Redacción./ El silleeeeero...este era el grito del pregonar de aquel hombre humilde que con muy poco utillaje paseaba por nuestras calles para ponerle el culo de asiento a las sillas viejas, o para arreglar y encolar los palillos que hacían de contrafuertes en la base de la misma.
Una amplia variedad de usos posibilitaba este oficio artesanal, las habían bajas, para que las costureras pudieran realizar sus labores sobre las rodillas, para sentarse al resguardo del brasero de picón o para compartir conversación con los vecinos en las noches de estío, otras cubrían el patio del cine de verano, e incluso eran heredadas de madres a hijas.
Como instrumentos, el serrucho de madera, cuya hoja se tensaba por medio de un palo que hacía que la cuerda se atirantase, su haz de aneas previamente humedecidas justamente para la labor y la cuña de madera para ajustar el material al gusto del artesano. En la acera más próxima, hiciese frío o calor, el sillero buscaba su hueco y allí depositaba sus pocas pertenencias.

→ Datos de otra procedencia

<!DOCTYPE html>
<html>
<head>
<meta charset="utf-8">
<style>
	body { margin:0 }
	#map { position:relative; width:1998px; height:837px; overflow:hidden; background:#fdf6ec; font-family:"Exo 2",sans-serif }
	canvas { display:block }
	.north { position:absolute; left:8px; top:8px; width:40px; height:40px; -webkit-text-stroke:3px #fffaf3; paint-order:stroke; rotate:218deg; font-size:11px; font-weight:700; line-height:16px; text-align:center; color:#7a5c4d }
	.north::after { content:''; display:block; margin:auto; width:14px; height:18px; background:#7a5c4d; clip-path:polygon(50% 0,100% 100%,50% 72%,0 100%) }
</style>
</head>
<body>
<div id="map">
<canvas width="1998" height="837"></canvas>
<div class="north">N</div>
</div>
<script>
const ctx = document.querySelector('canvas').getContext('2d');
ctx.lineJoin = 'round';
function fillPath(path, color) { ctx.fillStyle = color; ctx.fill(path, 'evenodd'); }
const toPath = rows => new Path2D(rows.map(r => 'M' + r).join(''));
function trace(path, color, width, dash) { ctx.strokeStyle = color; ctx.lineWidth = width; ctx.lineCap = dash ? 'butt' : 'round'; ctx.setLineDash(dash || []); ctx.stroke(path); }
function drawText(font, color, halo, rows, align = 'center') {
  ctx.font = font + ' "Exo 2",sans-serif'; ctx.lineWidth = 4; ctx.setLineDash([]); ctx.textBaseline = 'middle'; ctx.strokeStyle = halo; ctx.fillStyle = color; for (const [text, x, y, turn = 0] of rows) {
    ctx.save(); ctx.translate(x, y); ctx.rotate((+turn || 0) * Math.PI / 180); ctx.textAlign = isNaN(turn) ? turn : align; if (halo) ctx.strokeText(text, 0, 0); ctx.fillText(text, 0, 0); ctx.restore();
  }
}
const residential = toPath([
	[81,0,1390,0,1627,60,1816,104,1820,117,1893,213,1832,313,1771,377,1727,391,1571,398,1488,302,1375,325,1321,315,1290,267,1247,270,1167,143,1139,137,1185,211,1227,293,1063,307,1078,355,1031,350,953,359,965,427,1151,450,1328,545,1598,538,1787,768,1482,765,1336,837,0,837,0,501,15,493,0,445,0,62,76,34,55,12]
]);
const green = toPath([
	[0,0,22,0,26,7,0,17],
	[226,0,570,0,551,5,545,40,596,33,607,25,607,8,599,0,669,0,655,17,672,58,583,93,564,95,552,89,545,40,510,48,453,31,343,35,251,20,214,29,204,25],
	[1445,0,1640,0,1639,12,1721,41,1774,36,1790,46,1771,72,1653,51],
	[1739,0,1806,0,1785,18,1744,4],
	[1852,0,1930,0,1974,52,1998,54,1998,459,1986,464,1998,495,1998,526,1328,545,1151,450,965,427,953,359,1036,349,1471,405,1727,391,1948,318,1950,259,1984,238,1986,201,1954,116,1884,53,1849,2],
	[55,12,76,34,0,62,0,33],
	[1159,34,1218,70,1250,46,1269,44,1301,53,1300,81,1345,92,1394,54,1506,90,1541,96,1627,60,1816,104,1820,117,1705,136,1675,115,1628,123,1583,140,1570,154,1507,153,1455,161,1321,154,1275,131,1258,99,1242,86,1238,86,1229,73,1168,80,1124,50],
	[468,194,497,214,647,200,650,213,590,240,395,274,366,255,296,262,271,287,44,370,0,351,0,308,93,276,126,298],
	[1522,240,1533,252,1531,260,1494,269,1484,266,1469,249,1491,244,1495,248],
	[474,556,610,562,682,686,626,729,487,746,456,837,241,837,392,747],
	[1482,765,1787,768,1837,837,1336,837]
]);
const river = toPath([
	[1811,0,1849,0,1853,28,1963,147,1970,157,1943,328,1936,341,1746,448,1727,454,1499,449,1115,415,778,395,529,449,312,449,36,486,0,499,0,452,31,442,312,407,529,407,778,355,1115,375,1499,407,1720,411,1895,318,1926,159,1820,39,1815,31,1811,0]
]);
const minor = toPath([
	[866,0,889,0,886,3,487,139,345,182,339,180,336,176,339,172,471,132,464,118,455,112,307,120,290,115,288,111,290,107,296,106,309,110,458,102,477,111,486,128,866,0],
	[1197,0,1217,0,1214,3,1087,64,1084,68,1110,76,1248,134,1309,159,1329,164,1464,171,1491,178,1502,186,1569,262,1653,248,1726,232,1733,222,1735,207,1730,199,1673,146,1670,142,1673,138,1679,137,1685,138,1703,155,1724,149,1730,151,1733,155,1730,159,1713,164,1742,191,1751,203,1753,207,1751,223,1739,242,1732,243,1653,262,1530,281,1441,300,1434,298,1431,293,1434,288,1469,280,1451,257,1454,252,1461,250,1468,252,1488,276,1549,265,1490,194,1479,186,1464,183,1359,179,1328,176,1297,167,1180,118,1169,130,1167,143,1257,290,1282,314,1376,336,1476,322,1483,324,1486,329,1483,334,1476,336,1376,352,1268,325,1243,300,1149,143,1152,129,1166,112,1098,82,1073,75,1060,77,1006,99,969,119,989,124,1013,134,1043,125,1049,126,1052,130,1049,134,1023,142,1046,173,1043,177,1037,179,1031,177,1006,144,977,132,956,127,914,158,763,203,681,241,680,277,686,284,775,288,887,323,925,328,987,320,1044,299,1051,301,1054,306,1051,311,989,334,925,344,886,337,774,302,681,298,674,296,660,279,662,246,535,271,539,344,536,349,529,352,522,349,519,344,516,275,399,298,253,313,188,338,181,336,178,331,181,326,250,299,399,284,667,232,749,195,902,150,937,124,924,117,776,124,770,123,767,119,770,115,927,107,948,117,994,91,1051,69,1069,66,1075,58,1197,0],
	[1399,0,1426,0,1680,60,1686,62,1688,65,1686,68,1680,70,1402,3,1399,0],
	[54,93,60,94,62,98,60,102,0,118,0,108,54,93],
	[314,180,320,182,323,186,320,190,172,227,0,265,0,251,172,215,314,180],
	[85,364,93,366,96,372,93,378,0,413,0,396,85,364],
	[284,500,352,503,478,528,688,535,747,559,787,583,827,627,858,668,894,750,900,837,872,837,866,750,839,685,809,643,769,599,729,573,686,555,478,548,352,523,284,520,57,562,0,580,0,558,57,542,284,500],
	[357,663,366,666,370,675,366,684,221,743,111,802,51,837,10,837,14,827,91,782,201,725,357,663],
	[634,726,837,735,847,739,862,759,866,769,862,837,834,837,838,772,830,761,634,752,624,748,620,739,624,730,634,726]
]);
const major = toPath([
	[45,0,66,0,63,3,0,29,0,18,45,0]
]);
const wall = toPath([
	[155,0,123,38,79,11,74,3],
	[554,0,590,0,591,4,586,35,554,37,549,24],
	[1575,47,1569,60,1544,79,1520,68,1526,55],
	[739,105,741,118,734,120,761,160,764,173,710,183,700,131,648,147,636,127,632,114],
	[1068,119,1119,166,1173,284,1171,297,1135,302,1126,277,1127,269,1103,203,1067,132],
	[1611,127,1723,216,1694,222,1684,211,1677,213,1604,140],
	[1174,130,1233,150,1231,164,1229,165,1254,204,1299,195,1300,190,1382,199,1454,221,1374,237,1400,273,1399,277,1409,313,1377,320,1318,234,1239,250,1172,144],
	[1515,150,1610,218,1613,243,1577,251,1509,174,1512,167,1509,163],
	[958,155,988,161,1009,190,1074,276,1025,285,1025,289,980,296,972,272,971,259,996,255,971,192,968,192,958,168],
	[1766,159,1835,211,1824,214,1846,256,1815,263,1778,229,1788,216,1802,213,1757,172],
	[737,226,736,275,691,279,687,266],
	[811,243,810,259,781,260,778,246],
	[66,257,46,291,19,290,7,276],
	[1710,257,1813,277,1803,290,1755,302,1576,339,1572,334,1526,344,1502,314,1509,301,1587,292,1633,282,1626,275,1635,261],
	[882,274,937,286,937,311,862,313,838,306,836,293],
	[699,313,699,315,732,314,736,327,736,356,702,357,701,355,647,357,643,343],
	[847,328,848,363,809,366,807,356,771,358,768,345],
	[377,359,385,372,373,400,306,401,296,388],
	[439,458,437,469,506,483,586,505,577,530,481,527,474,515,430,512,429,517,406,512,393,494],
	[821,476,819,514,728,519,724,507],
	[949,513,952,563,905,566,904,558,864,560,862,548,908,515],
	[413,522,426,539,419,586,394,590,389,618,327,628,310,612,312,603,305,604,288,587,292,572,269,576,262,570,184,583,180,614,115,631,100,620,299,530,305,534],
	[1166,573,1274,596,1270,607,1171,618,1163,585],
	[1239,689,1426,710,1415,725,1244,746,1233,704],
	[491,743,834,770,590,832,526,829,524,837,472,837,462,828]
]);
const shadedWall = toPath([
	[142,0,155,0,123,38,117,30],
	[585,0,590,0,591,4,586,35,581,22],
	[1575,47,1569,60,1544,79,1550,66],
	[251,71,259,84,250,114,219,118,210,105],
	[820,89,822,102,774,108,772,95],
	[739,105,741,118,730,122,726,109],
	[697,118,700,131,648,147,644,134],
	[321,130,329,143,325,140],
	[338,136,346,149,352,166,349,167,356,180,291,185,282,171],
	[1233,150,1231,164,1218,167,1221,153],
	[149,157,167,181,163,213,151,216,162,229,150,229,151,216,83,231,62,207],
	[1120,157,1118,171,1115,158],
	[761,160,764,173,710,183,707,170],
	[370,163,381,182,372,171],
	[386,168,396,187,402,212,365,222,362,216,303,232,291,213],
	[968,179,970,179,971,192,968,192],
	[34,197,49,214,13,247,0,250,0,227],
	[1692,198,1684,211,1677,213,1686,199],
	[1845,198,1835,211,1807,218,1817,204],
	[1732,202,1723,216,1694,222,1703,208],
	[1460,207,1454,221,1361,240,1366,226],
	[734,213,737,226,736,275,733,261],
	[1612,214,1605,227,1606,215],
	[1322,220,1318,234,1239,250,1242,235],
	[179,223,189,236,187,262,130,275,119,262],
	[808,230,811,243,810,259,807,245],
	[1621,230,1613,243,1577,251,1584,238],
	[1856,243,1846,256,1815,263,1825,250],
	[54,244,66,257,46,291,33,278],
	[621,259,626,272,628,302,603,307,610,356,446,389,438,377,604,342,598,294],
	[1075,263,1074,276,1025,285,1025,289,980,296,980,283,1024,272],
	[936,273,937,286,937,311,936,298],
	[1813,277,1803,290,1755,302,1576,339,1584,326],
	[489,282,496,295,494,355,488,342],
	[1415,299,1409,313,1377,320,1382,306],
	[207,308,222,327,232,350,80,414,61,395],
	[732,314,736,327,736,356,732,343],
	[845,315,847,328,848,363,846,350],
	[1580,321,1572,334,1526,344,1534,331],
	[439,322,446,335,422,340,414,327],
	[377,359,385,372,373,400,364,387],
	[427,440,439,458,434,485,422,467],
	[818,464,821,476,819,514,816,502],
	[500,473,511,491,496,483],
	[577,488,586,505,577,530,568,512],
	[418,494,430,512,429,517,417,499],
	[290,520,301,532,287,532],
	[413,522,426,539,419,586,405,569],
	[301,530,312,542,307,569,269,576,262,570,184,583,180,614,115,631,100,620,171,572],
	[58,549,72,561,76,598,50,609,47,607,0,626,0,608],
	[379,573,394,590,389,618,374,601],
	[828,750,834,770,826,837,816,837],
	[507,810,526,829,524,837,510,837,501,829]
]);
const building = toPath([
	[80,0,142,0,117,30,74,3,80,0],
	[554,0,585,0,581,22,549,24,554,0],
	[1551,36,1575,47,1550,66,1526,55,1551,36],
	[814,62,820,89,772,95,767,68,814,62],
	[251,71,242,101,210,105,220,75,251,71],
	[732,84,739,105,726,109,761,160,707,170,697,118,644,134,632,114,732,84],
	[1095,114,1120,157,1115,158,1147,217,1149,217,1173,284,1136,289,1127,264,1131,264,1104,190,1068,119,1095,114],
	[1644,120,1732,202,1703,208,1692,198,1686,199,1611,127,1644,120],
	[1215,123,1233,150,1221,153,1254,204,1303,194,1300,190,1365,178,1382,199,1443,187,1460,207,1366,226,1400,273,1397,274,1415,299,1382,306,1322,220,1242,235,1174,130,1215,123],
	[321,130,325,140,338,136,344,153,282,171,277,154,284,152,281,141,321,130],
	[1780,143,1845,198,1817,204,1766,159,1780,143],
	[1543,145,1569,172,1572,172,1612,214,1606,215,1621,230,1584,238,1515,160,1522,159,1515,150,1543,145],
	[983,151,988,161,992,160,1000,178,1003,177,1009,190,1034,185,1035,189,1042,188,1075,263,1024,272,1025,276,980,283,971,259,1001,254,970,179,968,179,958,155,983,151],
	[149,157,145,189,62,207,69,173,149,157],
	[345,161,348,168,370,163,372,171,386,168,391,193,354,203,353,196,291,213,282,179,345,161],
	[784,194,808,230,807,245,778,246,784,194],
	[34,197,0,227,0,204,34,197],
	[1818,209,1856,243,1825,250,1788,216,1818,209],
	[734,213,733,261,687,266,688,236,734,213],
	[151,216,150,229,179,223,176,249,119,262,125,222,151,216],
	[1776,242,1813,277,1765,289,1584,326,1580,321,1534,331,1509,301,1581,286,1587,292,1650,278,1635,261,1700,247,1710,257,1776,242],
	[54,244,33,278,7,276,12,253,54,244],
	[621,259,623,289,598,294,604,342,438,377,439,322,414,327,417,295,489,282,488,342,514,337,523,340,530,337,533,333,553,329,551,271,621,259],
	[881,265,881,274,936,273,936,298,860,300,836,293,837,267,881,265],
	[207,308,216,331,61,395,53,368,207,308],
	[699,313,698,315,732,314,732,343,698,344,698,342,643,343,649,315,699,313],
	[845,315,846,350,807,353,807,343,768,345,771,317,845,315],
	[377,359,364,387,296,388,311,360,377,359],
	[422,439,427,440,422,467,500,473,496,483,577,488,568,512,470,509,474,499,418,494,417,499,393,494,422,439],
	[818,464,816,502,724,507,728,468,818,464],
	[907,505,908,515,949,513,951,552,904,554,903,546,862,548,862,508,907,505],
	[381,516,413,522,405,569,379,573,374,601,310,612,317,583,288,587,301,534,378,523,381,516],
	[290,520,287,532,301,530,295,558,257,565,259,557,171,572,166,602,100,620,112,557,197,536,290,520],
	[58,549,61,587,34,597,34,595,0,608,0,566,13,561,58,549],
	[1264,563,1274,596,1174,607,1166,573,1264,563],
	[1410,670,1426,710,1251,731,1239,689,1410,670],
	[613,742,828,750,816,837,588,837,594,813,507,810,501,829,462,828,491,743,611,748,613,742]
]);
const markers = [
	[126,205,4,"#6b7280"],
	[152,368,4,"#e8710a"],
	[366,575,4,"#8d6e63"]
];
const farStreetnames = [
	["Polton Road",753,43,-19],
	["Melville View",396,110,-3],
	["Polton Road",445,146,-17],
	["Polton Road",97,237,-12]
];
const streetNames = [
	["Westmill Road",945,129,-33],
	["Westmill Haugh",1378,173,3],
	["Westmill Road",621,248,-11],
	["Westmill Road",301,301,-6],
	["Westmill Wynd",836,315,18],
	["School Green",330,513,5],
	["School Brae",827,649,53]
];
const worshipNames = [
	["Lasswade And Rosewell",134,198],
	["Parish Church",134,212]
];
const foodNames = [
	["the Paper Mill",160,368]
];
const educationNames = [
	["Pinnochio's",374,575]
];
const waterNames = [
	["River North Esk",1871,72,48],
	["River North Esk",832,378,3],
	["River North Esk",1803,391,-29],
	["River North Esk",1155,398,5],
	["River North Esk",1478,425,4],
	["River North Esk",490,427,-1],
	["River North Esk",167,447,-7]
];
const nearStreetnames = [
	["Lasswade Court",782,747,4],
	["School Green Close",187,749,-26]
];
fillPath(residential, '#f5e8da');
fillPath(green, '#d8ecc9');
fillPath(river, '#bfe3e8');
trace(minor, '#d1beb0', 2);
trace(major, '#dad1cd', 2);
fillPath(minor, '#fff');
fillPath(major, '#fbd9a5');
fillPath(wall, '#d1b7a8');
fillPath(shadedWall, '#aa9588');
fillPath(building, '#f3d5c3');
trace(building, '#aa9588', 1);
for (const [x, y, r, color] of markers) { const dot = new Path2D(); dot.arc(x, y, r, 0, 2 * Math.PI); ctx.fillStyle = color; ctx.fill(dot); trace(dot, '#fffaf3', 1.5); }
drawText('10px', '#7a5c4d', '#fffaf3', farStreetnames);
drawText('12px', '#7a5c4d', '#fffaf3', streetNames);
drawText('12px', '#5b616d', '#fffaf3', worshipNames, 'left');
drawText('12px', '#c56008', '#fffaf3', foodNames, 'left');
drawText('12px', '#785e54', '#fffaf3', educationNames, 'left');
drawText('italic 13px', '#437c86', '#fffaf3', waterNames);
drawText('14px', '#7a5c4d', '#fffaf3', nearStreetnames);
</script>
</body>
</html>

Era El Sillero, un oficio de auténtico artista: habilidad suma y mucha paciencia. Aunque no es oficio totalmente desaparecido, porque aún quedan algunos de estos artesanos por varios rincones de España, sí es cierto que ya no se ven por las calles, cargando a lomos el pesado mazo del material y soltando una y otra vez el sencillo pregonar.
Con la época de los cambios de mobiliario, a finales de los sesenta, las sillas de aneas se tiraron o malvendieron para llenar las casas de tapizados en skay, y muebles de charol, desapareciendo también las hogareñas cómodas, plateros y chineros, que hoy -lo que son las cosas-, tienen un valor incalculable por sus diseños.